## Exercise details
Pull each line containing "water" from the data.
◇ ◇ ◇ ◇
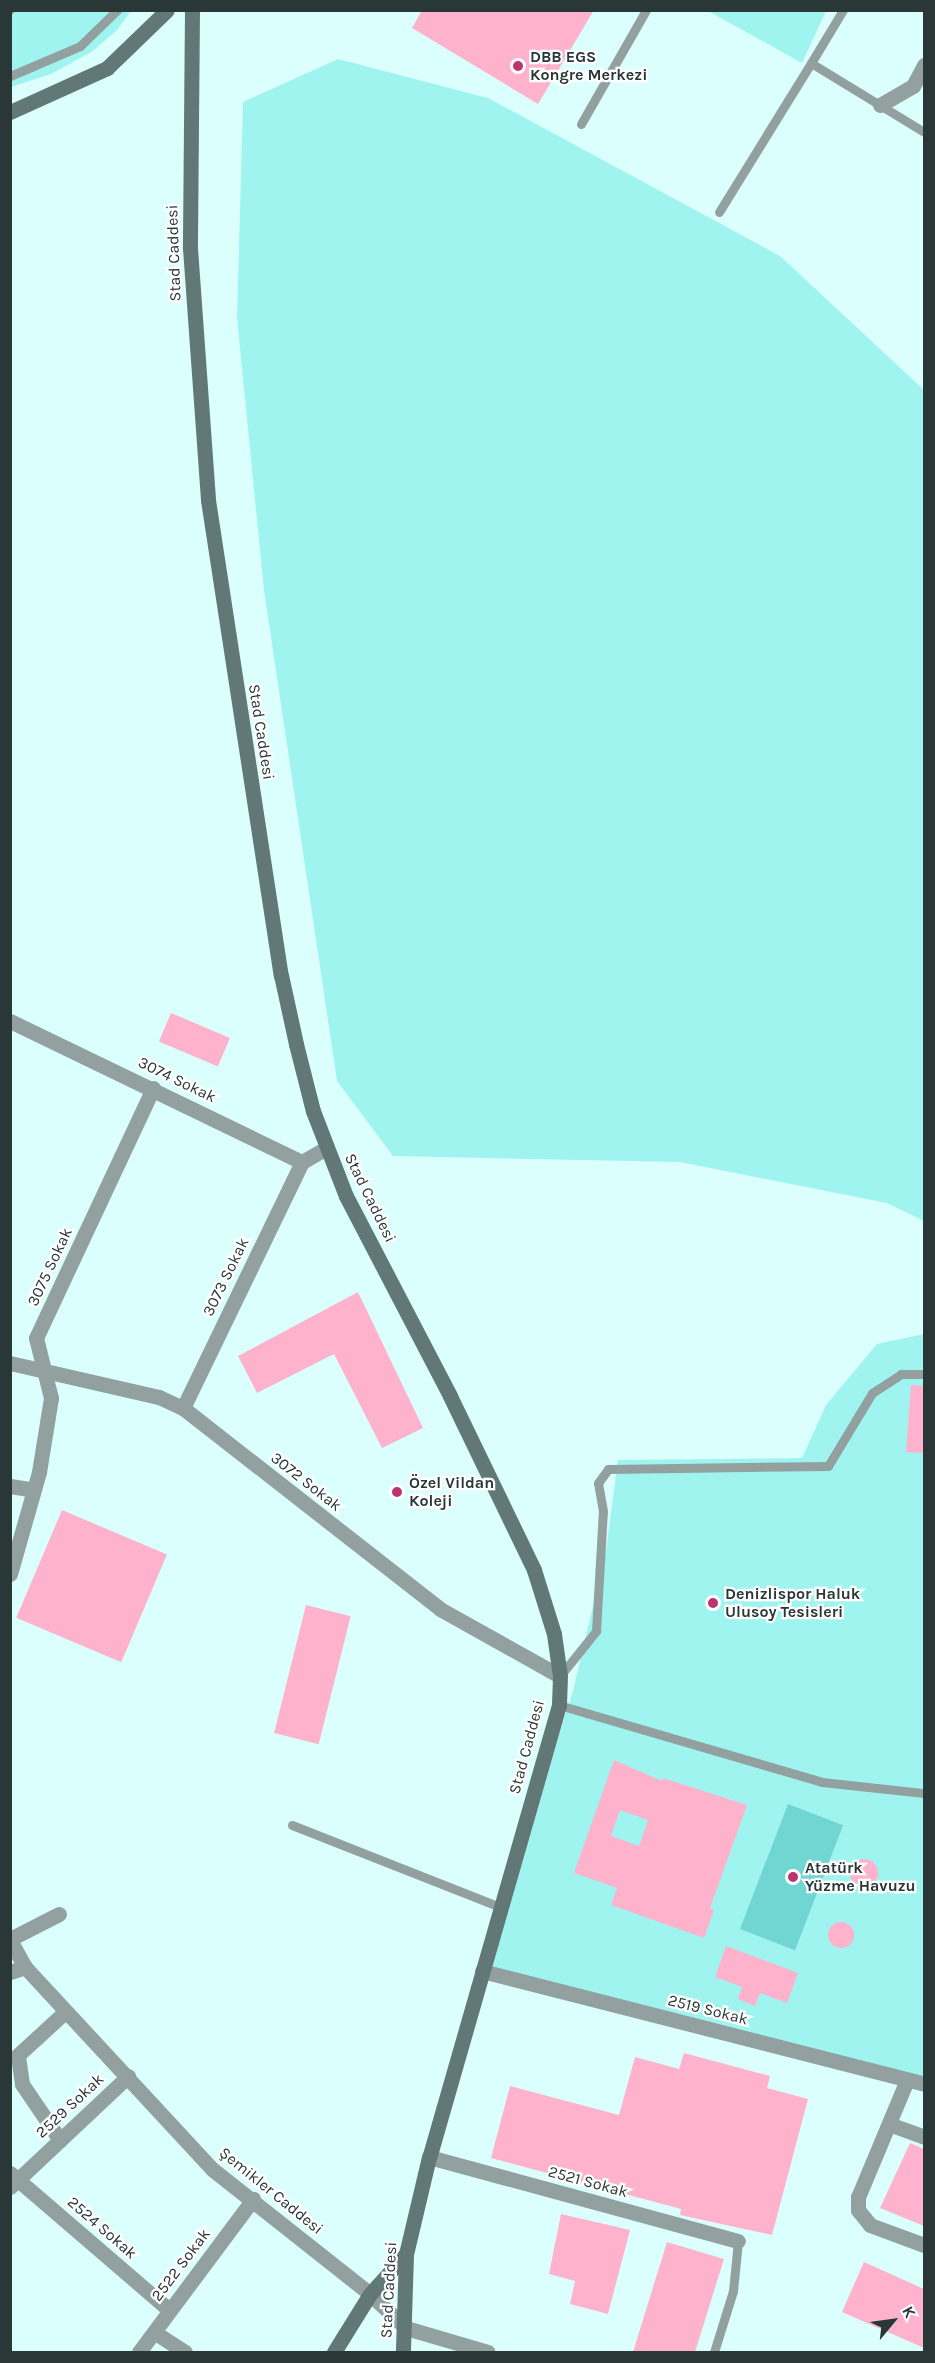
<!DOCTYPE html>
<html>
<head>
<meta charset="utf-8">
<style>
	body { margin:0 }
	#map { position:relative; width:935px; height:2363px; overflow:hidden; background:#dafffd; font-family:Karla,sans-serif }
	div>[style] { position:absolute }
	.green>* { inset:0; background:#a0f4f0 }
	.water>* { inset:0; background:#71d5d1; transform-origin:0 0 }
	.building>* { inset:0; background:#ffb2cc; transform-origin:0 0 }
	.round { border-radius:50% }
	.path>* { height:3px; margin-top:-1.5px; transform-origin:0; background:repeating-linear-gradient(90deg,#799290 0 3px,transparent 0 6px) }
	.lane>* { height:9px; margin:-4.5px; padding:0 4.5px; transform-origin:4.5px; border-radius:4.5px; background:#92a1a0 }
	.street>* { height:15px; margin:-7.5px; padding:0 7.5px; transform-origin:7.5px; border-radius:7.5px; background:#92a1a0 }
	.secondary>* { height:15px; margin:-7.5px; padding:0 7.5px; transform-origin:7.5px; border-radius:7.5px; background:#627876 }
	.dots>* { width:16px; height:16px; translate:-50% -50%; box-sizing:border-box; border:3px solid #fff; border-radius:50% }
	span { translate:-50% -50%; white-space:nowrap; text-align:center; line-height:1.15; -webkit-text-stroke:4.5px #fff; paint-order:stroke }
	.poi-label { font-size:16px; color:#293736; font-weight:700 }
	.left { translate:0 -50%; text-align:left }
	.street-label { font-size:16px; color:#293736 }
	.frame { position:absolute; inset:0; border:12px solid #293736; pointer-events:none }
	.north { position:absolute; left:863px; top:2291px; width:60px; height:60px; -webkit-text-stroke:4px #fff; paint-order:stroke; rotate:61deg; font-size:16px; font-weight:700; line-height:24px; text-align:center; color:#293736 }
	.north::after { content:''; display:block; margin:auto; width:21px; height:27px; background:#293736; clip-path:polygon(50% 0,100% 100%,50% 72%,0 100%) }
</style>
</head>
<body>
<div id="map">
	<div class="green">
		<i style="clip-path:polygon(11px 11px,131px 11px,117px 30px,93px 51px,51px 74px,11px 87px)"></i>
		<i style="clip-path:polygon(708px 11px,826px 11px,802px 63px)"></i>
		<i style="clip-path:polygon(338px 59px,488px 98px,780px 256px,924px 390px,924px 1221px,887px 1203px,680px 1162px,393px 1156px,337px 1081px,264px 590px,237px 318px,243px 102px)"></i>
		<i style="clip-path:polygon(924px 1334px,924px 2082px,482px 1971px,573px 1691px,606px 1551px,618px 1460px,802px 1458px,826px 1405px,877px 1344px)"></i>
	</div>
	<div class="water">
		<i style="left:788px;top:1804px;width:59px;height:134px;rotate:21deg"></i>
	</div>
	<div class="building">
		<i style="clip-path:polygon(422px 10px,594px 10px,538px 104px,412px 28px)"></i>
		<i style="left:171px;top:1013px;width:64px;height:31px;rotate:23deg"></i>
		<i style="clip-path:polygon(358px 1292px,423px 1428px,382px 1448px,334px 1354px,257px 1393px,238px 1356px)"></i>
		<i style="clip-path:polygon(911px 1385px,924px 1386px,924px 1453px,906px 1452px)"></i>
		<i style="left:62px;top:1510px;width:114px;height:117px;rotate:23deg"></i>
		<i style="left:306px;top:1605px;width:46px;height:132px;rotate:14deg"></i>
		<i style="clip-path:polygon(evenodd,614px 1760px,662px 1781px,663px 1778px,747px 1805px,710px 1908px,714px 1910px,704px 1938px,611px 1905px,617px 1888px,574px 1873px,614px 1760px,620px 1810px,648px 1820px,639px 1846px,611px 1836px,620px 1810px)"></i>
		<i class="round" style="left:850px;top:1859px;width:28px;height:28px"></i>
		<i class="round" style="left:828px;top:1922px;width:26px;height:26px"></i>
		<i style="clip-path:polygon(726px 1946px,798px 1973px,787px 2003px,760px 1993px,755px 2006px,738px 1999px,742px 1987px,715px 1977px)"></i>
		<i style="clip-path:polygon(684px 2053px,770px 2076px,767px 2088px,808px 2099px,772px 2235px,680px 2215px,681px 2209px,491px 2158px,510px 2086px,619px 2115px,635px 2057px,679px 2069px)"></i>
		<i style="clip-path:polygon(910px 2143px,924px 2149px,924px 2226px,880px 2208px)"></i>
		<i style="clip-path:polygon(561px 2214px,630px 2230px,608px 2314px,570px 2304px,575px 2281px,549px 2274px)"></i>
		<i style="clip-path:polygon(667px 2242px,724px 2259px,695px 2352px,633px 2352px)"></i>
		<i style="clip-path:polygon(864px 2262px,924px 2289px,924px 2348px,842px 2312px)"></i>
	</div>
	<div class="path">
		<i style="left:12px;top:10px;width:4px;rotate:56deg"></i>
	</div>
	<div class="lane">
		<i style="left:843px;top:10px;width:62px;rotate:121.1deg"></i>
		<i style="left:811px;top:63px;width:132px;rotate:31.4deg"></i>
		<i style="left:10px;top:76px;width:76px;rotate:-23.2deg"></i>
		<i style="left:80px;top:46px;width:52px;rotate:-44.2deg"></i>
		<i style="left:581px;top:124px;width:131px;rotate:-60.3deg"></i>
		<i style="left:719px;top:212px;width:175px;rotate:-58.3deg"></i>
		<i style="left:560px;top:1676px;width:58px;rotate:-51.3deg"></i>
		<i style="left:596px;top:1631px;width:120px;rotate:-86.7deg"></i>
		<i style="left:603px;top:1511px;width:28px;rotate:-100deg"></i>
		<i style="left:598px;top:1483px;width:17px;rotate:-54deg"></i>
		<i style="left:608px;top:1469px;width:220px;rotate:-0.8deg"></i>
		<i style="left:828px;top:1466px;width:85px;rotate:-58.9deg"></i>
		<i style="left:872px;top:1393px;width:35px;rotate:-33deg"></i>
		<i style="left:901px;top:1374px;width:23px"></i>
		<i style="left:559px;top:1705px;width:274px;rotate:16.3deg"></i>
		<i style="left:822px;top:1782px;width:103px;rotate:6.2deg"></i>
		<i style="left:292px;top:1825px;width:224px;rotate:21.5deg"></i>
		<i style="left:714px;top:2352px;width:64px;rotate:-72.7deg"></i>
		<i style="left:733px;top:2291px;width:50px;rotate:-84.3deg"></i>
	</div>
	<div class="street">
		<i style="left:880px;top:105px;width:38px;rotate:-30deg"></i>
		<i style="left:913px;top:86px;width:24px;rotate:-62deg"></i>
		<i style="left:10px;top:1021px;width:324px;rotate:25.8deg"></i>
		<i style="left:302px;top:1162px;width:28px;rotate:-30deg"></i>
		<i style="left:10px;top:1363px;width:153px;rotate:12.9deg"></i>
		<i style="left:159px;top:1397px;width:26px;rotate:25deg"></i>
		<i style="left:183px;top:1408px;width:326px;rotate:38deg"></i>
		<i style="left:440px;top:1609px;width:137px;rotate:29.2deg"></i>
		<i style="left:183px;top:1408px;width:273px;rotate:-64.2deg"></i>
		<i style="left:10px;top:1486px;width:24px;rotate:9deg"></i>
		<i style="left:10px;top:1574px;width:106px;rotate:-74.1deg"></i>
		<i style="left:39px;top:1472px;width:75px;rotate:-80.8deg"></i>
		<i style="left:51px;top:1398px;width:62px;rotate:-104deg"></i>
		<i style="left:36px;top:1338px;width:276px;rotate:-64.9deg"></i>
		<i style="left:10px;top:1939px;width:55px;rotate:-27deg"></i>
		<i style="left:10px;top:1940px;width:31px;rotate:61deg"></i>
		<i style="left:482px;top:1971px;width:456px;rotate:14.3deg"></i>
		<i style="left:10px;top:1972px;width:16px;rotate:-18deg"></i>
		<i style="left:25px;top:1967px;width:275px;rotate:47.2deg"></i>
		<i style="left:212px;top:2169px;width:201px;rotate:38.3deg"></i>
		<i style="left:370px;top:2294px;width:50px;rotate:43.4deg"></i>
		<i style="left:406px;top:2328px;width:85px;rotate:16.3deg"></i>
		<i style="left:907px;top:2080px;width:127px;rotate:112.7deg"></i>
		<i style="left:858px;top:2197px;width:13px;rotate:90deg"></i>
		<i style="left:858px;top:2210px;width:19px;rotate:51deg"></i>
		<i style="left:870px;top:2225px;width:58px;rotate:20.3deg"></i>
		<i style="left:889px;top:2124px;width:37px;rotate:20deg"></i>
		<i style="left:60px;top:2140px;width:68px;rotate:-124.2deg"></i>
		<i style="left:22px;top:2084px;width:29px;rotate:-98deg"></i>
		<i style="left:18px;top:2055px;width:64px;rotate:-42.5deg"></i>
		<i style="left:429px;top:2157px;width:320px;rotate:15.2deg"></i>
		<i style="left:10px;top:2173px;width:210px;rotate:40.7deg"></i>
		<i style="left:10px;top:2187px;width:162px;rotate:-43.2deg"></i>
		<i style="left:154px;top:2332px;width:37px;rotate:33deg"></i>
		<i style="left:139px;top:2352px;width:191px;rotate:-53.3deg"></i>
	</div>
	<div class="secondary">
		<i style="left:192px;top:10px;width:238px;rotate:90.5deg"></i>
		<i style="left:190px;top:248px;width:253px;rotate:85.9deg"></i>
		<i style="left:208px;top:500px;width:481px;rotate:81.3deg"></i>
		<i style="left:281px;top:975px;width:71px;rotate:77.7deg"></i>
		<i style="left:296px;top:1044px;width:69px;rotate:75.8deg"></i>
		<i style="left:313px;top:1111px;width:91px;rotate:68.8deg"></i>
		<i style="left:346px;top:1196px;width:225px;rotate:62.5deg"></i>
		<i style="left:450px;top:1396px;width:193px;rotate:64.2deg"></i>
		<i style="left:534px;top:1570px;width:67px;rotate:72.6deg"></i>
		<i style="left:554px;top:1634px;width:42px;rotate:81.9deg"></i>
		<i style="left:560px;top:1676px;width:29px;rotate:92deg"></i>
		<i style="left:559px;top:1705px;width:470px;rotate:106deg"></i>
		<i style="left:429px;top:2157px;width:100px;rotate:103.3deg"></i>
		<i style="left:406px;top:2254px;width:98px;rotate:91.8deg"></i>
		<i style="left:10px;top:112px;width:107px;rotate:-24.4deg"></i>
		<i style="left:107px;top:68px;width:83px;rotate:-44deg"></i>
		<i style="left:334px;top:2352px;width:68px;rotate:-58.2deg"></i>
		<i style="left:370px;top:2294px;width:54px;rotate:-48deg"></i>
	</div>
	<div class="dots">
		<i style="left:518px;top:66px;background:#bb3370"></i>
		<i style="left:397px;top:1492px;background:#bb3370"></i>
		<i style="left:713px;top:1603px;background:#bb3370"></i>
		<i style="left:793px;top:1877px;background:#bb3370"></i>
	</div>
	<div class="poi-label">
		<span class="left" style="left:530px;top:66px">DBB EGS<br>Kongre Merkezi</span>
		<span class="left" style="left:409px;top:1492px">Özel Vildan<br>Koleji</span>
		<span class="left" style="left:725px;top:1603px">Denizlispor Haluk<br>Ulusoy Tesisleri</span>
		<span class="left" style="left:805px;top:1877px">Atatürk<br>Yüzme Havuzu</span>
	</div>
	<div class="street-label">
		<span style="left:174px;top:253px;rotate:-92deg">Stad Caddesi</span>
		<span style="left:261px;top:732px;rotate:81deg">Stad Caddesi</span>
		<span style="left:177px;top:1080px;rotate:26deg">3074 Sokak</span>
		<span style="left:370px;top:1198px;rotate:64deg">Stad Caddesi</span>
		<span style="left:50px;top:1267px;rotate:-65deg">3075 Sokak</span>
		<span style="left:226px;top:1277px;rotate:-64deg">3073 Sokak</span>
		<span style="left:306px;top:1482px;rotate:38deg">3072 Sokak</span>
		<span style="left:527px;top:1747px;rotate:-75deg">Stad Caddesi</span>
		<span style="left:708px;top:2010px;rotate:14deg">2519 Sokak</span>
		<span style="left:70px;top:2106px;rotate:-43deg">2529 Sokak</span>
		<span style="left:588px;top:2182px;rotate:15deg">2521 Sokak</span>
		<span style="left:271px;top:2191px;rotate:39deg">Şemikler Caddesi</span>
		<span style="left:102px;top:2228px;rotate:41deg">2524 Sokak</span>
		<span style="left:181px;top:2265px;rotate:-53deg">2522 Sokak</span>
		<span style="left:389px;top:2290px;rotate:-87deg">Stad Caddesi</span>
	</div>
	<div class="frame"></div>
	<div class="north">K</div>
</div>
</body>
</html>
◇ ◇ ◇ ◇
## Solution
	.water>* { inset:0; background:#71d5d1; transform-origin:0 0 }
	<div class="water">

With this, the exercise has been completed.